The second note of caution is that while the 2017 MRP is remembered for getting the Tories’ number of seats broadly right, it didn’t actually do as a good job of predicting the results of individual seats.
In Wales, the 2017 poll was wrong when it came to three seats – Arfon, Ceredigion and Preseli Pembrokeshire. It had Labour winning Arfon from Plaid Cymru’s Hywel Williams, Mark Williams of the Liberal Democrats retaining Ceredigion (Plaid Cymru took it), and Stephen Crabb of Preseli Pembrokeshire losing his seat to Labour.
These were all very tight contests with fewer than 400 votes in each one, so the miss wasn’t that bad.

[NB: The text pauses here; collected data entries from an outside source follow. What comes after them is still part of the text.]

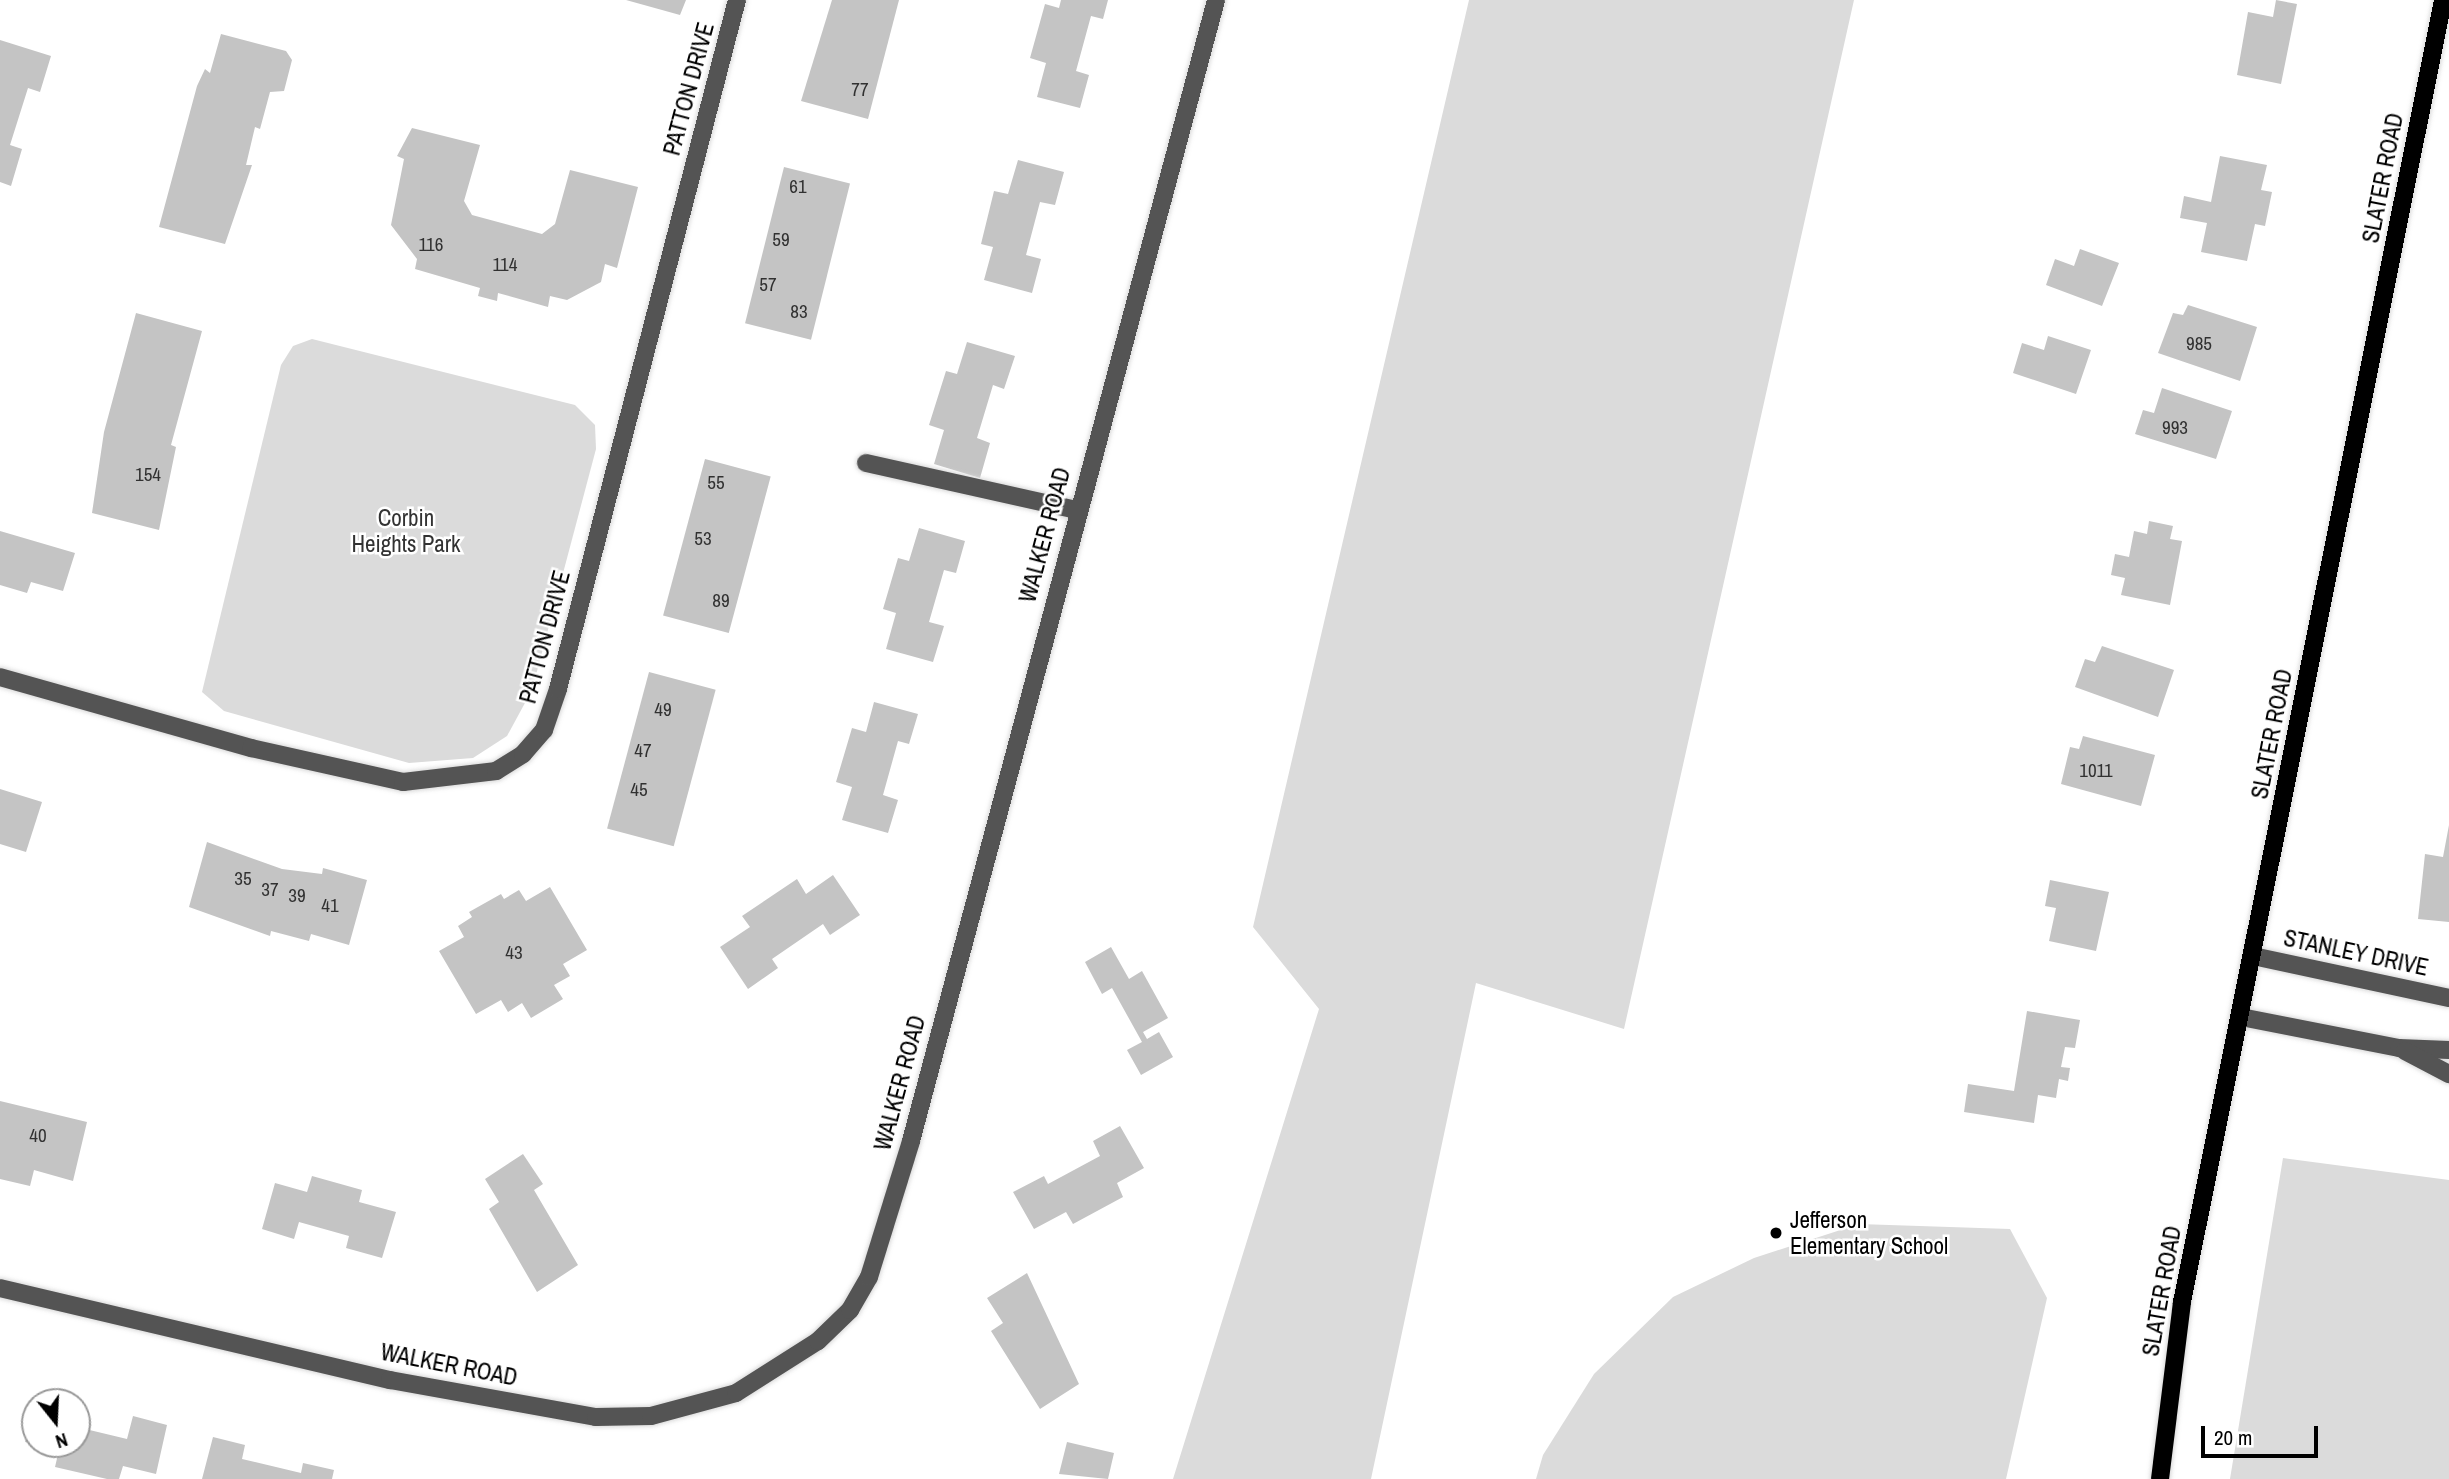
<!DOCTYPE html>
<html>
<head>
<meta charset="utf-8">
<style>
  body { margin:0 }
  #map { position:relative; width:2449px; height:1479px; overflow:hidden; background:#fff; font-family:"Archivo Narrow",sans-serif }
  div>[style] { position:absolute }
  .green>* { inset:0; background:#dbdbdb }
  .building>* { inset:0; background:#c4c4c4; transform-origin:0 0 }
  .roads { filter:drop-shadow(0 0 2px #dbdbdb) drop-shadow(0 0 2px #dbdbdb) }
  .minor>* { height:18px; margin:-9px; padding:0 9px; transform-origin:9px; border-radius:9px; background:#545454 }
  .major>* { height:18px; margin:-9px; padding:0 9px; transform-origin:9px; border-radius:9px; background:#000 }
  .dots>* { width:19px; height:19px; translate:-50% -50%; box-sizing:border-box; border:4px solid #fff; border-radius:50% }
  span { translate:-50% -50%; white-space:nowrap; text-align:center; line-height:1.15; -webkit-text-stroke:5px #fff; paint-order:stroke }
  .number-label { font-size:19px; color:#313131 }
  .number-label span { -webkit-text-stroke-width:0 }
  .street-label { font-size:23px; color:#000 }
  .park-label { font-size:23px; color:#323232 }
  .poi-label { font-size:23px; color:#000 }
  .left { translate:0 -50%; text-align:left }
  .north { position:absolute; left:21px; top:1388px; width:70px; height:70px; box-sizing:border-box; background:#fff; border:2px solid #999; border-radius:50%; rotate:162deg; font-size:19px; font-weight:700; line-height:28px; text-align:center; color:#000 }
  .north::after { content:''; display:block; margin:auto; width:24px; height:32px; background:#000; clip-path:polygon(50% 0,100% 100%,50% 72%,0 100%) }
  .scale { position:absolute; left:2201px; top:1426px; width:117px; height:32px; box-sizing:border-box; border:4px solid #000; border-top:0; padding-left:9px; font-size:21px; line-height:24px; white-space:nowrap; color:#000; -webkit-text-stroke:5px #fff; paint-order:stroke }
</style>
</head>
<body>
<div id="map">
  <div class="green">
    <i style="clip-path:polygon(1469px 0,1854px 0,1624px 1029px,1476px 983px,1371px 1479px,1173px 1479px,1319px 1009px,1253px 927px)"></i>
    <i style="clip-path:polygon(312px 339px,575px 405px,595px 425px,596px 449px,532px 690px,507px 736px,473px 758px,409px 763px,224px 711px,202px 692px,281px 365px,293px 346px)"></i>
    <i style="clip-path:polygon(2283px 1158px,2449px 1180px,2449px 1479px,2230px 1479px)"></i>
    <i style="clip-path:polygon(1859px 1224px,2010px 1229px,2047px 1298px,2006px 1479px,1536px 1479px,1543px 1455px,1594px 1374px,1673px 1297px,1754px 1258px)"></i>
  </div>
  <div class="building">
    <i style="clip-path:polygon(626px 0,686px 0,680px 15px)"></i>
    <i style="clip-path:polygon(832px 0,899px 0,868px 119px,801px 101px)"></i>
    <i style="clip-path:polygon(1061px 0,1108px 0,1103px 19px,1091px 16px,1076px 71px,1089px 75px,1080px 108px,1037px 97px,1046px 63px,1030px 58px,1045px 4px,1059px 8px)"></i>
    <i style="clip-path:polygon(2276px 0,2297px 4px,2281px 84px,2237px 75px,2248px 12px,2273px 17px)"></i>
    <i style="clip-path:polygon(221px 34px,286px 51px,292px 60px,284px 91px,270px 92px,260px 129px,255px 127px,246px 165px,252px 165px,225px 244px,159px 227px,197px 86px,205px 69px,210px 73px)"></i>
    <i style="clip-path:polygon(0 40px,51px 56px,40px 92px,28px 88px,10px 145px,22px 149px,11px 186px,0 182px)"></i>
    <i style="clip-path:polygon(412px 128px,480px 145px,464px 201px,472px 215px,542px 234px,555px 224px,570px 170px,638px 187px,617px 268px,605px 264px,601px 282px,567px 300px,550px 296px,548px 307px,498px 293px,497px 301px,478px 296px,480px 288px,415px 269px,417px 259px,391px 225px,404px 159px,397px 156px)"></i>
    <i style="clip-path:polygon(2220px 156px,2267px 165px,2261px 190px,2272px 192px,2265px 226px,2255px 224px,2247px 261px,2201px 252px,2207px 223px,2180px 218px,2184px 196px,2211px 202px)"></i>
    <i style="clip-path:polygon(1018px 160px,1064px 172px,1055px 205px,1040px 202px,1026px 255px,1041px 259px,1032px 293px,984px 280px,993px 247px,981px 244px,994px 191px,1008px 194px)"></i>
    <i style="left:784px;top:167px;width:68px;height:161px;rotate:14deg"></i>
    <i style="clip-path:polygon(2080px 249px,2119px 263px,2102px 306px,2046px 285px,2055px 259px,2074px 266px)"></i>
    <i style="clip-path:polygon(2188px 305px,2257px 327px,2240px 381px,2158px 353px,2173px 313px,2183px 315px)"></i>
    <i style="clip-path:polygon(136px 313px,202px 331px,171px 445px,176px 447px,159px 530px,92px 513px,104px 432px)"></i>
    <i style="clip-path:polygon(2048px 336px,2091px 350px,2076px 394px,2013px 373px,2022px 343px,2044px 350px)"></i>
    <i style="clip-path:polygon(967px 342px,1015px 356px,1004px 389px,993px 385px,977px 438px,990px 443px,980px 478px,934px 464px,944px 430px,929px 425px,946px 371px,957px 374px)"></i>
    <i style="clip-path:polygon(2162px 388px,2232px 411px,2216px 459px,2135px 434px,2143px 410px,2154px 413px)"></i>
    <i style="left:705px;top:459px;width:68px;height:162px;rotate:15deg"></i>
    <i style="clip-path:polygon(2149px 521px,2173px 526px,2170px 539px,2182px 541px,2170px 605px,2121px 595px,2125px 578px,2111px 575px,2115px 554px,2129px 557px,2134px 531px,2147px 534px)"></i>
    <i style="clip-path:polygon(919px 528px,965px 541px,956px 573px,944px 570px,929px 622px,944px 626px,933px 662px,886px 649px,896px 613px,883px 609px,898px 558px,909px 561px)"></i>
    <i style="clip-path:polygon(0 531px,75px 553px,63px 591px,31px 582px,27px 593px,0 585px)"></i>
    <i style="clip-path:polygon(2102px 646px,2174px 670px,2158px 717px,2075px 687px,2085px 659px,2095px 662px)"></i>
    <i style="left:649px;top:672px;width:69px;height:162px;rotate:15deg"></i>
    <i style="clip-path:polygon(874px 702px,918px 714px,909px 744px,898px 741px,883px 795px,898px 800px,888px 833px,842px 820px,852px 787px,836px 782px,852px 728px,866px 732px)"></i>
    <i style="clip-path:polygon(2083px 736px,2155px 755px,2141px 806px,2061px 784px,2070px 747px,2079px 749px)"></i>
    <i style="clip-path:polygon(0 789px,42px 802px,26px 852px,0 844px)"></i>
    <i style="clip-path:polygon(2449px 825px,2449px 922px,2418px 919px,2425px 854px,2443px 857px)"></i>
    <i style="clip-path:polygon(207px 842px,282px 869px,322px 874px,323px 868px,367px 880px,349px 945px,311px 934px,309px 941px,271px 931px,270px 936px,189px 907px)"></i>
    <i style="clip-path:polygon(833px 875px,860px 915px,830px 935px,823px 924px,772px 959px,778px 968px,748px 989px,720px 947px,750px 927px,742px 916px,797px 879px,806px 894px)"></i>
    <i style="clip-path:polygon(2050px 880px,2109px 892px,2096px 951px,2049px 941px,2056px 908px,2045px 906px)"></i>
    <i style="clip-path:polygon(550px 887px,587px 950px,563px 964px,570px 976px,554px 985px,563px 999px,531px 1018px,522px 1003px,508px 1012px,501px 1000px,476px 1014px,439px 951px,464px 937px,458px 926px,472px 917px,469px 912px,501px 894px,504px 899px,519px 890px,526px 901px)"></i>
    <i style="clip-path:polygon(1111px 947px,1129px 979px,1142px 971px,1168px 1018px,1143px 1032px,1147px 1039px,1159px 1032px,1173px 1057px,1141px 1075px,1127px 1050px,1142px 1042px,1112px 988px,1102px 994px,1085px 962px)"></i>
    <i style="clip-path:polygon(2027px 1011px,2080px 1020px,2075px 1048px,2065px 1047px,2061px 1067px,2070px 1068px,2068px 1081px,2059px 1079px,2056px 1098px,2038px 1095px,2034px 1123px,1964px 1112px,1968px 1084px,2014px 1091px)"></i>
    <i style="clip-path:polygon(0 1101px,87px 1122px,73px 1181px,34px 1170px,30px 1186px,0 1179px)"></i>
    <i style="clip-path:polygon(1120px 1126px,1144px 1168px,1117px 1183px,1123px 1197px,1073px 1224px,1066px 1212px,1034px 1229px,1013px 1192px,1044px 1176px,1048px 1184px,1100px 1156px,1093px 1141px)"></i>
    <i style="clip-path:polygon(523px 1154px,543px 1184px,534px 1190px,578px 1265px,537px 1292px,489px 1209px,499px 1202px,485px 1179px)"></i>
    <i style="clip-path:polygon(312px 1176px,362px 1190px,359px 1202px,396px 1212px,382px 1258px,346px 1248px,349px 1236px,299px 1222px,294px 1239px,262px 1229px,275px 1183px,307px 1192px)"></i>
    <i style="clip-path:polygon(1027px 1273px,1079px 1384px,1040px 1409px,991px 1331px,1003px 1323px,987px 1298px)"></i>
    <i style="clip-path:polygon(34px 1404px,35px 1404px,35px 1444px,25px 1442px)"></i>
    <i style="clip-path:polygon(133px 1416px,167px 1425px,156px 1474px,123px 1466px,119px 1479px,107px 1479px,55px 1467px,59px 1450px,38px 1445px,77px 1444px,77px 1427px,127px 1439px)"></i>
    <i style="clip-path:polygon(213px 1437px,245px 1445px,242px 1459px,301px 1473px,303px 1463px,334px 1470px,332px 1479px,202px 1479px)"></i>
    <i style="clip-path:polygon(1067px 1442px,1114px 1453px,1108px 1479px,1059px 1474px)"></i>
  </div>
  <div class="roads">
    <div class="minor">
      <i style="left:866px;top:463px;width:216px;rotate:12.6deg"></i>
      <i style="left:0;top:677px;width:261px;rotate:15.8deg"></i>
      <i style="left:251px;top:748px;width:156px;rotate:12.6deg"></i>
      <i style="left:403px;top:782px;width:94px;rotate:-6.7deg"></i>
      <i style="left:496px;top:771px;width:32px;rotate:-32deg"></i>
      <i style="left:523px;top:754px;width:32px;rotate:-49deg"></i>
      <i style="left:544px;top:730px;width:43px;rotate:-71.1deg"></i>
      <i style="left:558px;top:689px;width:712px;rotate:-75.44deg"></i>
      <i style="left:2253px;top:956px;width:200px;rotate:12.1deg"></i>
      <i style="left:2241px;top:1017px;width:161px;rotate:11.1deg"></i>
      <i style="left:2399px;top:1048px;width:50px;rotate:2.3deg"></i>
      <i style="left:2405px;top:1051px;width:50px;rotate:27.6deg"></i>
      <i style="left:0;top:1288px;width:401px;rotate:13.3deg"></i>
      <i style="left:390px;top:1380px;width:209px;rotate:10.2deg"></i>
      <i style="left:596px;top:1417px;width:55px;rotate:-1deg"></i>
      <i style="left:651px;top:1416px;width:88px;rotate:-15.1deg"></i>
      <i style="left:736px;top:1393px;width:97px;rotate:-32.4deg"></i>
      <i style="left:818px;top:1341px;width:45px;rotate:-44.1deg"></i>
      <i style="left:850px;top:1310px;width:38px;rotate:-60deg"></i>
      <i style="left:869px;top:1277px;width:142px;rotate:-72.8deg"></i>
      <i style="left:911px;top:1141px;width:1181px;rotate:-75.03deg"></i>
    </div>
    <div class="major">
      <i style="left:2160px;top:1479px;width:178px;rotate:-82.9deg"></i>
      <i style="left:2182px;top:1302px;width:1328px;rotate:-78.66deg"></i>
    </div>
  </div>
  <div class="dots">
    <i style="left:1776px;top:1233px;background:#000"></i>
  </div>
  <div class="number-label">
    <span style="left:860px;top:90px">77</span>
    <span style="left:798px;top:187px">61</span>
    <span style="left:781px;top:240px">59</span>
    <span style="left:431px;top:245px">116</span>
    <span style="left:505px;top:265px">114</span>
    <span style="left:768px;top:285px">57</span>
    <span style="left:799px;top:312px">83</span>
    <span style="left:2199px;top:344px">985</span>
    <span style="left:2175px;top:428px">993</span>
    <span style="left:148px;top:475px">154</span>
    <span style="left:716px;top:483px">55</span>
    <span style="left:703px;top:539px">53</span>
    <span style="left:721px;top:601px">89</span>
    <span style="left:663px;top:710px">49</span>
    <span style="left:643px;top:751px">47</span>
    <span style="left:2096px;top:771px">1011</span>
    <span style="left:639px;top:790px">45</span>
    <span style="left:243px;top:879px">35</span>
    <span style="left:270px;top:890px">37</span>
    <span style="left:297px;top:896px">39</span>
    <span style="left:330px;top:906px">41</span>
    <span style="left:514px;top:953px">43</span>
    <span style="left:38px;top:1136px">40</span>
  </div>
  <div class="street-label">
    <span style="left:689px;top:89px;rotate:-75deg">PATTON DRIVE</span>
    <span style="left:2383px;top:178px;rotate:-79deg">SLATER ROAD</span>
    <span style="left:1045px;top:535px;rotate:-75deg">WALKER ROAD</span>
    <span style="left:545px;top:637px;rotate:-75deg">PATTON DRIVE</span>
    <span style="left:2272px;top:734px;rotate:-79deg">SLATER ROAD</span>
    <span style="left:2356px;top:953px;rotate:12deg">STANLEY DRIVE</span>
    <span style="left:900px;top:1083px;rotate:-75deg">WALKER ROAD</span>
    <span style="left:2162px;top:1291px;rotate:-80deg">SLATER ROAD</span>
    <span style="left:449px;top:1365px;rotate:11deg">WALKER ROAD</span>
  </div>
  <div class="park-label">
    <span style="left:406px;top:531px">Corbin<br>Heights Park</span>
  </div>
  <div class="poi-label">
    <span class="left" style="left:1790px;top:1233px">Jefferson<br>Elementary School</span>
  </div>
  <div class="north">N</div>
  <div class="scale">20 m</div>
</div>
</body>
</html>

However, in Ceredigion, the MRP’s numbers were all over the place. It had Plaid Cymru’s Ben Lake on 19.7% of the vote, in third place behind the Conservatives and a full 10% behind his eventual 29% result tally.
In fact, the model seemed to have a bit of difficulty predicting Plaid Cymru’s numbers across the board. In Ynys Môn, for example, their predicted vote was 5.1% lower than what the party eventually won.
With the current MRP showing a very narrow 3-way race on Ynys Môn, such an error could be enough to change the result on the day.
And it’s worth keeping in mind that while this poll can tell us, for instance, whether Ynys Mon fits the bill of an average Conservative voting constituancy, it doesn’t know how the actual Conservative campaign is going on the island.
The MRP itself is based not just on 100,000 interviews but also on data about age, gender, education, past vote and other factors.
This model is then applied to the demographic make-up of individual constituencies to provide projected vote shares for each seat.
While this potentially makes it much more accurate than other polling models, if any of the assumptions underpinning it are wrong it can lead to a big miss across the board.
According to Nate Silver of the website Five Thirty Eight, YouGov’s MRP poll actually made two big errors in the 2017 election:
- They overestimated the Conservatives’ vote share (+4 rather than +2.4)
- They underestimated how many seats they would win on the basis of that vote share
However, luckily for YouGov both these errors cancelled each other out, they got the results roughly right, and their model was considered a great success as a result.
Opinion polls are important tools that can give us a good idea which way the wind is blowing nationally. But as for the result itself, when was the last time we had an election night that didn’t surprise us?
At the 2015 and 2017 General Elections, and the 2016 US Presidential election, they were gasps of breath as the result came in on election night.
If you’re campaigning in an individual seat, there is no room for defeatism or complacency. Anything can happen on the night, and in some constituencies it no doubt will.